Ariana House | Teen Ink

Ariana House

March 12, 2015
By oharlem GOLD, Tallahassee, Florida
oharlem GOLD, Tallahassee, Florida
14 articles 1 photo 0 comments

There’s something about small towns that remind me of a place I used to call home. Auburndale, Florida, though it’s grown in the years I’ve been gone, was once such a town. It had a Main Street diner, one park for the entire community, a dry cleaners, a few downtown stores, and the Ariana House in the center of town. Now, the Ariana House is simply what everyone affectionately called it. In reality, it had no name. A refurbished hotel from the 1930’s, the building was sectioned off into a church, a halfway house, a thrift store, and a deli when I was only four years old.

 

To a child, the stucco walls of the Ariana House towered like a castle above any other building in town. All of my free time was spent there. My father started and ran the church, the Church of the Prodigal Son, under the direction of a larger religious organization, called Bridges of America. Connected to it, through a series of hidden pathways that snaked throughout the interior of the building, was the halfway house he also ran. In some ways, I spent more time in that portion than in any other.

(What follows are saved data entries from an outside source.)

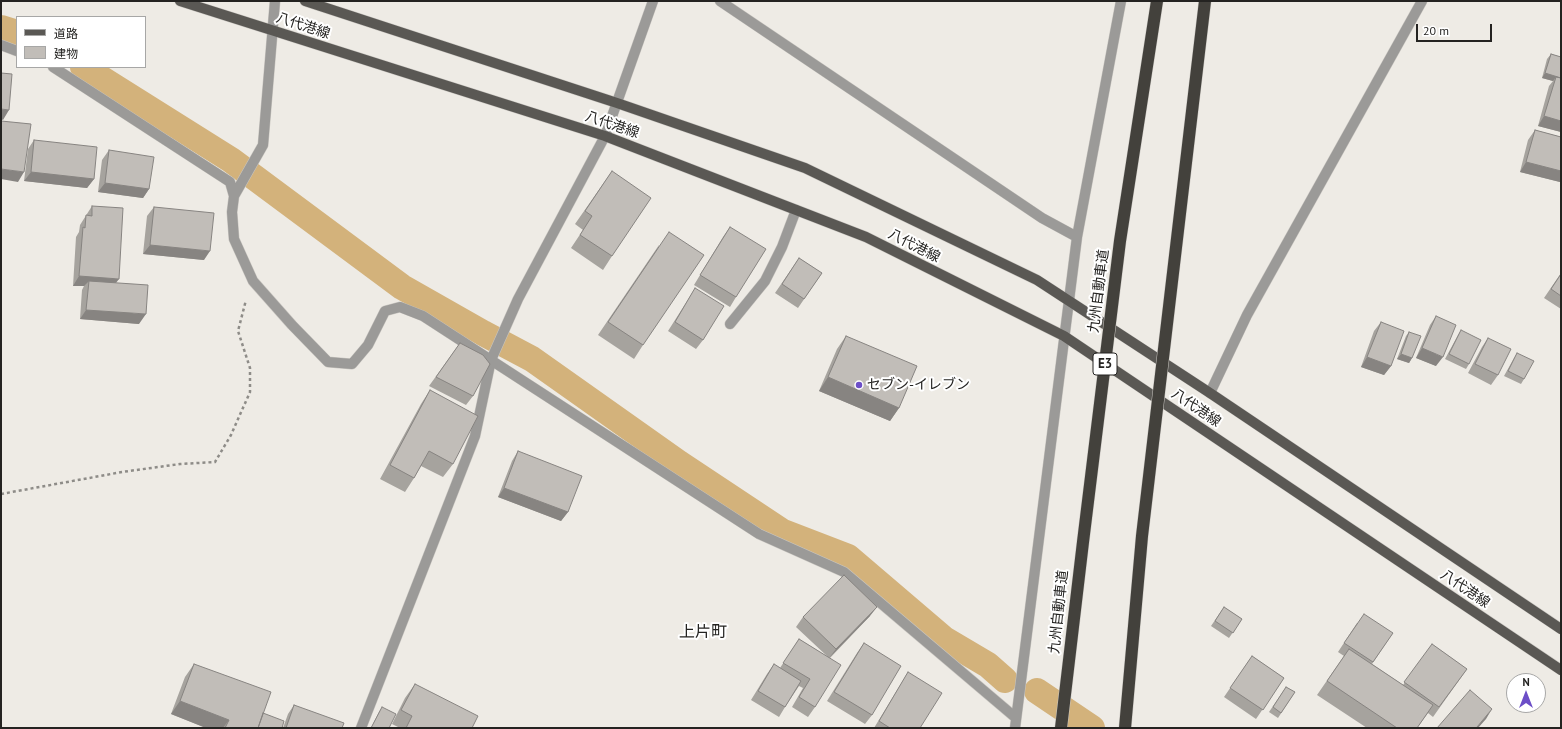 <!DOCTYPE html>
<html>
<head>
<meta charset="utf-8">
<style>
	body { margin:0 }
	#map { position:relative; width:1562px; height:729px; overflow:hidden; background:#eeebe5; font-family:"PT Sans","Noto Sans JP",sans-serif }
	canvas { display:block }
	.frame { position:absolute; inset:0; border:2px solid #242321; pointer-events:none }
	.legend { position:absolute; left:16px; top:16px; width:130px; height:52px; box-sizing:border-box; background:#fff; border:1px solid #a7a7a6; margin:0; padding:5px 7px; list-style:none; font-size:12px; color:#242321 }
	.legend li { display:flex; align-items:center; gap:8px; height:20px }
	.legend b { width:20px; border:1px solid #a7a7a6 }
	.north { position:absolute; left:1506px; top:673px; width:40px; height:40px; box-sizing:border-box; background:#fff; border:1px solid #a7a7a6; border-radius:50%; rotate:0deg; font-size:11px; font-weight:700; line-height:16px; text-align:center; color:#242321 }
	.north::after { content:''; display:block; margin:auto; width:14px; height:18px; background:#6c4ec7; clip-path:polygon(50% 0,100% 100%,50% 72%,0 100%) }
	.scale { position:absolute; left:1416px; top:24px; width:76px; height:18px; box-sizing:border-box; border:2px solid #242321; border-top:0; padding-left:5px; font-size:12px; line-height:14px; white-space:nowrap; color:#242321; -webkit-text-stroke:3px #fff; paint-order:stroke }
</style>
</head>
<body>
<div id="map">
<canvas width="1562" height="729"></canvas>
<div class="frame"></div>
<ul class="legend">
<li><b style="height:5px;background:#5a5854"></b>道路</li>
<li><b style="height:11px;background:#c1bdb8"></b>建物</li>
</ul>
<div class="north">N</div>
<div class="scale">20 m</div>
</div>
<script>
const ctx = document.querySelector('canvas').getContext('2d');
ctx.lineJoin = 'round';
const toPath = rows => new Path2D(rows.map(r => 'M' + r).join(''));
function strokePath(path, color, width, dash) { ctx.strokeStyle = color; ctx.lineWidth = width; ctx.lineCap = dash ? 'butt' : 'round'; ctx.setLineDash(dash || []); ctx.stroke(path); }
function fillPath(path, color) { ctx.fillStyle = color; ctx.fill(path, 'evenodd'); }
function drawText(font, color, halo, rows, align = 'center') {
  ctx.font = font + ' "PT Sans","Noto Sans JP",sans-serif'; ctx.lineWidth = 4; ctx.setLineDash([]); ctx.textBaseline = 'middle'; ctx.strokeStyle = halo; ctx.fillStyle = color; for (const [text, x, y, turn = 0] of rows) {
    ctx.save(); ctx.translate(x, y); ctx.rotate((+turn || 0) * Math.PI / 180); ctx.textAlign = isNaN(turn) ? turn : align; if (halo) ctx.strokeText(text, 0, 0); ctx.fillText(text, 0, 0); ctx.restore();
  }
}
strokePath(toPath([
	[1,28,17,33],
	[83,67,231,160,402,287,483,333,532,359,679,463,783,532,848,557,944,639,988,665,1005,680],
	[1037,691,1092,728]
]), '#d3b27b', 26);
const minor = toPath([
	[720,1,1042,218,1077,237],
	[1,45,17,51],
	[53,67,230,182,234,196,232,212,234,239,253,281,292,325,328,362,352,364,368,345,385,311,400,307,423,316,759,534,844,572,1016,718],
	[234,196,263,145,275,1],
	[730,324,765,281,782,247,796,210],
	[1210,393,1247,315,1422,1],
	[361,728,475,436,491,360,518,299,605,136,653,1],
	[1015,728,1077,237,1121,1]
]);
const major = toPath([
	[180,1,605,136,866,237,1064,336,1561,670],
	[305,1,617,103,805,168,1037,280,1210,393,1561,629]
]);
strokePath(minor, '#cac7c2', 11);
strokePath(major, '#cac7c2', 11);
strokePath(toPath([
	[1,494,122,472,180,464,215,462,231,435,250,392,250,368,238,331,246,300]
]), '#8e8c88', 2.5, [3, 3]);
strokePath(minor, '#9b9a98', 10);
strokePath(major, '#5a5854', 10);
const highwayBridge = toPath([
	[1061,728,1083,542,1120,241,1157,1],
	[1125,728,1142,536,1205,1]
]);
strokePath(highwayBridge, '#cac7c2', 13, []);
strokePath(highwayBridge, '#43413c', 12);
fillPath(toPath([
	[1551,54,1561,57,1561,132,1538,126,1549,86,1553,81,1542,78,1547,59],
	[1535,130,1561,137,1561,181,1560,182,1520,172,1528,140],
	[34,140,94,179,87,188,24,181,28,149],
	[109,150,149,189,143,198,98,192,102,160],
	[612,171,612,256,603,270,571,248,583,230,575,224],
	[92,206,116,283,139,324,80,319,82,290,84,286,73,286,76,237,79,232,80,225],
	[154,207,204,260,143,254,147,216],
	[730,227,736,297,730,307,694,285,723,237],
	[659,245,643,345,634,359,598,335],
	[799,258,822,273,798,308,775,293],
	[1561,273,1561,309,1544,298],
	[695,288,703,340,696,349,668,331,689,298],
	[1436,316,1436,366,1416,358,1430,325],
	[1381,322,1391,366,1384,375,1361,367,1374,331],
	[1461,330,1469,364,1466,369,1445,359,1458,335],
	[1409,332,1412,358,1409,363,1397,359,1406,336],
	[846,336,899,408,890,421,819,391,837,349],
	[1488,338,1498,375,1491,385,1468,373,1482,347],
	[460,343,473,396,466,405,429,386],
	[1517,353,1524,379,1521,384,1504,376,1514,358],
	[430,390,453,464,443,477,421,466,414,478,405,492,380,479,421,404],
	[518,451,568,512,561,521,498,497,512,461],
	[1224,607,1242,619,1229,638,1211,626],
	[870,616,830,658,815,707,808,717,792,707,803,688,799,686,785,707,779,717,751,700,767,674,774,664,780,668,799,639,828,657,796,627,803,617],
	[1357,623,1393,633,1372,664,1403,685,1432,644,1467,669,1433,717,1428,713,1417,728,1367,728,1317,695,1344,656,1338,652],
	[864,643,872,715,865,724,827,701,857,653],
	[1252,656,1284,678,1256,719,1224,697],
	[194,664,263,713,282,728,206,728,171,714,185,677],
	[908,672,920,728,874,728,902,682],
	[415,684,472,728,400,728,392,724,405,698],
	[1286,687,1295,692,1278,718,1269,712],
	[294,705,342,728,283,728,288,714],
	[382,707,389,728,371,728,379,712]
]), '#a6a39e');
fillPath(toPath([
	[1545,73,1561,78,1556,77,1553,81,1542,78],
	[1,109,9,110,3,120,1,119],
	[1544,116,1561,121,1561,132,1538,126],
	[1526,162,1561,171,1561,181,1560,182,1520,172],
	[1,169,24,172,18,182,1,179],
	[31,172,94,179,87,188,24,181],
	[105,183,149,189,143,198,98,192],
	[150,245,210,251,204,260,143,254],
	[79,276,119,279,112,288,89,281,84,286,73,286],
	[86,310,146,314,139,324,80,319],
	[1422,348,1443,357,1436,366,1416,358],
	[1401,354,1412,358,1409,363,1397,359],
	[1367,357,1391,366,1384,375,1361,367],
	[828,377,899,408,890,421,819,391],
	[504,488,568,512,561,521,498,497],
	[877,607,870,616,829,658,836,649],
	[180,701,229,720,223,728,206,728,171,714],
	[1492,709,1486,719,1478,728,1476,728]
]), '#878481');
const building = toPath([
	[1551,54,1561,57,1561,78,1545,73,1551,54],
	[1,73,12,74,9,110,1,109,1,73],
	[1556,77,1561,78,1561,121,1544,116,1556,77],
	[1,121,31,124,24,172,1,169,1,121],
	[1535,130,1561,137,1561,171,1526,162,1535,130],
	[34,140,97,147,94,179,31,172,34,140],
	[109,150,154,157,149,189,105,183,109,150],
	[612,171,651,198,612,256,580,235,592,216,585,211,612,171],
	[92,206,123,208,119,279,79,276,83,227,85,228,86,215,92,216,92,206],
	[154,207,214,213,210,251,150,245,154,207],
	[730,227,766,249,736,297,700,275,730,227],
	[669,232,704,255,643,345,608,322,669,232],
	[799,258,822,273,804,299,782,284,799,258],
	[1561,274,1561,296,1551,289,1561,274],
	[89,281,148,285,146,314,86,310,89,281],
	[695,288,724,306,703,340,675,322,695,288],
	[1436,316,1456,325,1443,357,1422,348,1436,316],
	[1381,322,1404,331,1391,366,1367,357,1381,322],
	[1461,330,1481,340,1469,364,1449,354,1461,330],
	[1409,332,1421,336,1412,358,1401,354,1409,332],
	[846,336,917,366,899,408,828,377,846,336],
	[1488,338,1511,349,1498,375,1475,364,1488,338],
	[460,343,483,355,490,364,473,396,436,377,460,343],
	[1517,353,1534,361,1524,379,1508,371,1517,353],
	[430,390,478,416,453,464,429,451,414,478,390,465,430,390],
	[518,451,582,476,568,512,504,488,518,451],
	[844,575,877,607,836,649,803,617,844,575],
	[1224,607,1242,619,1233,633,1215,621,1224,607],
	[1364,614,1393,633,1373,662,1344,643,1364,614],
	[799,639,841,665,815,707,799,697,810,679,783,663,799,639],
	[864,643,901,666,872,715,834,692,864,643],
	[1432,644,1467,669,1439,707,1404,682,1432,644],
	[1349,649,1433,705,1417,728,1397,728,1327,681,1349,649],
	[1252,656,1284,678,1263,710,1230,688,1252,656],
	[194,664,271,692,258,728,225,728,229,720,180,701,194,664],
	[774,664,801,681,785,707,758,691,774,664],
	[908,672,942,693,920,728,890,728,879,721,908,672],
	[415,684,478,716,472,728,406,728,412,716,401,710,415,684],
	[1286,687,1295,692,1281,713,1273,707,1286,687],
	[1470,690,1492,709,1477,727,1479,728,1437,728,1470,690],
	[294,705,344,723,342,728,286,728,294,705],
	[382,707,396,714,389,728,371,728,382,707],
	[263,713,284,721,282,728,258,728,263,713]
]);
fillPath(building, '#c1bdb8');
strokePath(building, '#878481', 1);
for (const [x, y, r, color] of [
	[859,385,4,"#6c4ec7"]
]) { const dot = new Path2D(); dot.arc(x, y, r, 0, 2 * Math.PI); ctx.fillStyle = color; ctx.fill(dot); strokePath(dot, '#fff', 1.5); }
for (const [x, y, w] of [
	[1105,364,24]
]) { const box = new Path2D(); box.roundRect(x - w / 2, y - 11, w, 22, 3); ctx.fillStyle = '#fff'; ctx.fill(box); strokePath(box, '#242321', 1); }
drawText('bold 13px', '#242321', null, [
	["E3",1105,364]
]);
drawText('14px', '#242321', '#fff', [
	["八代港線",303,26,18],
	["八代港線",612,125,19],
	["八代港線",914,246,27],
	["九州自動車道",1099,291,-83],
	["八代港線",1196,408,34],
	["八代港線",1465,589,34],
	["九州自動車道",1059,612,-84]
]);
drawText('14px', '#242321', '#fff', [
	["セブン-イレブン",867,385]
], 'left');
drawText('16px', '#242321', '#fff', [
	["上片町",703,632]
]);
</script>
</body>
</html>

On hot days, we would have barbecues out on the patio, which stemmed from the old lobby on the second floor. On Fourth of July, a group of us from the church and apartments would climb up a narrow set of rickety stairs to the roof. Three floors above anyone else, we could see fireworks all the way from Disney World. I was never allowed to venture near the edge, but I dreamed of flight on those nights, wishing I could dive off and view the Ariana House from a new, undiscovered angle.

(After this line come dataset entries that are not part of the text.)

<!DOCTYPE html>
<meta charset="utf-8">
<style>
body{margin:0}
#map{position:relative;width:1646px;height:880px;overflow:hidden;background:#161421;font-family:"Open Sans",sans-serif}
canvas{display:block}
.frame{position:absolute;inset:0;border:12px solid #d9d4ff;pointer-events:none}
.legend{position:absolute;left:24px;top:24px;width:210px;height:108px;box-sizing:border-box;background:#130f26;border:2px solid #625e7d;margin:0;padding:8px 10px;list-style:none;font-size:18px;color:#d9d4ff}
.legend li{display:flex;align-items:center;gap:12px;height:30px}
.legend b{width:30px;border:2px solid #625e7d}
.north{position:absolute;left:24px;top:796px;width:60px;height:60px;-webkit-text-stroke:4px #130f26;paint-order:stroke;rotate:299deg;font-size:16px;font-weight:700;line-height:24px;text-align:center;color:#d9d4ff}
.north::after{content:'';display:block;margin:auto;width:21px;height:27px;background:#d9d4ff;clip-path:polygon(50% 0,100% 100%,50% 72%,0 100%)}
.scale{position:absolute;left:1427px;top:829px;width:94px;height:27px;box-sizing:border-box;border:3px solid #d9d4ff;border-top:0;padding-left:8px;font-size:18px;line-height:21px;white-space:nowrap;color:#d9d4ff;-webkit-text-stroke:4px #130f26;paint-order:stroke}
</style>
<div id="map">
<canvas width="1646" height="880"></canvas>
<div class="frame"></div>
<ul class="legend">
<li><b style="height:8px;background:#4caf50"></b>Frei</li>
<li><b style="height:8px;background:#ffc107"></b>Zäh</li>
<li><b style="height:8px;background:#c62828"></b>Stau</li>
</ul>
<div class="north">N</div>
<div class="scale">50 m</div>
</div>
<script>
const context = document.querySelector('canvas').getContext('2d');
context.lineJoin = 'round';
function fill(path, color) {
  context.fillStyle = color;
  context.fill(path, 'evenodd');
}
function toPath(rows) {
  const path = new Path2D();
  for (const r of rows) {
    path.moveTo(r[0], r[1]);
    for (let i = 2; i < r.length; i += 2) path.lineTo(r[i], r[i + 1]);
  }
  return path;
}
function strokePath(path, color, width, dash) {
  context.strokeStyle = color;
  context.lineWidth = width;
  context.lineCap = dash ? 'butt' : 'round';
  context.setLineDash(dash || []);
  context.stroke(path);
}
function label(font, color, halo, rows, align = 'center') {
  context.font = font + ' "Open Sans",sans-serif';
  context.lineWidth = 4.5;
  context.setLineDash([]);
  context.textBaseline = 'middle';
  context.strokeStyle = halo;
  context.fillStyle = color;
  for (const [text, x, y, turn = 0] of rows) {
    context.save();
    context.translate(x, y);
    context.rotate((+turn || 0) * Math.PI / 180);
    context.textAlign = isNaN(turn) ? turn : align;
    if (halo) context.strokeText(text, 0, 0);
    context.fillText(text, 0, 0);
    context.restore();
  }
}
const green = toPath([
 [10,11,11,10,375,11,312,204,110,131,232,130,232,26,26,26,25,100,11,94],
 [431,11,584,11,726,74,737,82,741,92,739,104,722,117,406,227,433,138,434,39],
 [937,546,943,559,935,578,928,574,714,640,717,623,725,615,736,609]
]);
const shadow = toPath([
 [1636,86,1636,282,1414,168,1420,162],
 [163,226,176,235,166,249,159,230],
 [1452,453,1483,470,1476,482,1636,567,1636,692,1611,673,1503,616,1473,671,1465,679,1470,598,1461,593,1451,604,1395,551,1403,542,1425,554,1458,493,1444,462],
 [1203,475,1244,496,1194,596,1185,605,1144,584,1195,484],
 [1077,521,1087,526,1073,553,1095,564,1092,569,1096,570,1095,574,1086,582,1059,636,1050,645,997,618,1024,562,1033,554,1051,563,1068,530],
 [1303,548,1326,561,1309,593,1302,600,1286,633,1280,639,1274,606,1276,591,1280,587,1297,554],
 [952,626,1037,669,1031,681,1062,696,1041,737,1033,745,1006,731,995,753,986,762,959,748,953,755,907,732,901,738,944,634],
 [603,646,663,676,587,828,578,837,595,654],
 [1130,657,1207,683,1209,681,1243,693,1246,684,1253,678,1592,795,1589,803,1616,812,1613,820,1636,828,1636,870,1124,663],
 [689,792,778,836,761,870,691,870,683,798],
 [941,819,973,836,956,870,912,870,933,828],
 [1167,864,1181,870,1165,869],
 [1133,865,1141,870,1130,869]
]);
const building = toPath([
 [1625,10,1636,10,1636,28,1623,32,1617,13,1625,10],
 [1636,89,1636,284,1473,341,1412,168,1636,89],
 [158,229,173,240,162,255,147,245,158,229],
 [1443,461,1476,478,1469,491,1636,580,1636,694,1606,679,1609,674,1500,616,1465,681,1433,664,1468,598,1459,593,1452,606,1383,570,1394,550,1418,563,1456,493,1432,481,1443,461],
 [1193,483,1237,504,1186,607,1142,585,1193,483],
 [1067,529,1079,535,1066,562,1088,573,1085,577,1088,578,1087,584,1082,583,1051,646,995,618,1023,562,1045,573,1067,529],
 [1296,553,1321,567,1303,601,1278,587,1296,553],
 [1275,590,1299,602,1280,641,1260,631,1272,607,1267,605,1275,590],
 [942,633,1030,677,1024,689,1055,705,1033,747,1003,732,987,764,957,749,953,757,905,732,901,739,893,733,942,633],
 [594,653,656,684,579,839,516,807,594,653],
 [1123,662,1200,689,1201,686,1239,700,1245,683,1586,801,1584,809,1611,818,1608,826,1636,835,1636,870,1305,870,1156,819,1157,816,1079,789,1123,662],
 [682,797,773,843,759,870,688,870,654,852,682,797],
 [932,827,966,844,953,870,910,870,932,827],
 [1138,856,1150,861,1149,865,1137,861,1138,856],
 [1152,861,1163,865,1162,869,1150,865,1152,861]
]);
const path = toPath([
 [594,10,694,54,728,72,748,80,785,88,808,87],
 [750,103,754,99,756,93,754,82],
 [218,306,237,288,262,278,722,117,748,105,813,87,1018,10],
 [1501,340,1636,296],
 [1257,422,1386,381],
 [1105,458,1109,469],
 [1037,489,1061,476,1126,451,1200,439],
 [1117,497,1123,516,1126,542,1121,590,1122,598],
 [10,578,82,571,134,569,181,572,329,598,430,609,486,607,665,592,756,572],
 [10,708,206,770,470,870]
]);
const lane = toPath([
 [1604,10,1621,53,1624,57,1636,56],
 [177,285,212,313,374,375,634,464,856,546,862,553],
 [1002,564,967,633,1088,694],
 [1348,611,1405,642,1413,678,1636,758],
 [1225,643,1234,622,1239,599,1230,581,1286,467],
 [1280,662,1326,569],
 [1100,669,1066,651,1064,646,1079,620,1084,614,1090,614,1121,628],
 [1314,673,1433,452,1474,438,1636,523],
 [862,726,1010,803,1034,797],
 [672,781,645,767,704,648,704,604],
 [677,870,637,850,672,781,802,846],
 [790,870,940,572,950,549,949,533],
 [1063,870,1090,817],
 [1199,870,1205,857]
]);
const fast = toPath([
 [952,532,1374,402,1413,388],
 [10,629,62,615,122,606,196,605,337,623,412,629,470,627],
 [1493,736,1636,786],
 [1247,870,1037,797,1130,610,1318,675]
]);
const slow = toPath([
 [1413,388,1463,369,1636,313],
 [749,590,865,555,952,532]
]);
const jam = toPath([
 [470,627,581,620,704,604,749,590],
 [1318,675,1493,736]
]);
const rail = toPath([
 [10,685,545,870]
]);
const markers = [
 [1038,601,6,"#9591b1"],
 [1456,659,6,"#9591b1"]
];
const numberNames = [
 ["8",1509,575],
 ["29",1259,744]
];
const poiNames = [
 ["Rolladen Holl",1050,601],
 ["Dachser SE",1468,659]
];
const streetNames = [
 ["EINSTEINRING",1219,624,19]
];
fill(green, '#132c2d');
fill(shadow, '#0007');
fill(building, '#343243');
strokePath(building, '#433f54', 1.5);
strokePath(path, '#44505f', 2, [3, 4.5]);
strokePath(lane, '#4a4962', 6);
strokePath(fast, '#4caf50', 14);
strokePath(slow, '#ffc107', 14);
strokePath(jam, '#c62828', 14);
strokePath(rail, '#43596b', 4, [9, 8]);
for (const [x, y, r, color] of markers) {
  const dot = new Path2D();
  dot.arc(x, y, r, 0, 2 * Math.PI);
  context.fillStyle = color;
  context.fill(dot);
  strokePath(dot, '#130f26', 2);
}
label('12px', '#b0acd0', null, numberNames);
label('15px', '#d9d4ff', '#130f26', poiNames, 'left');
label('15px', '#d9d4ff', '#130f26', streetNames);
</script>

There are memories in the walls and corridors, etched into the very bones of the building. Those secret walkways inside and around the House are still packed with the echoes of gospel music. Wood smoke and the notes of a half-century old piano are ingrained into every unused corner. Eleven years later, the church has grown and neither the thrift store nor the deli are there any longer. But the soul of place is the same: full of life and history and a character all it’s own.


The author's comments:

Just a short piece on where I essentially grew up.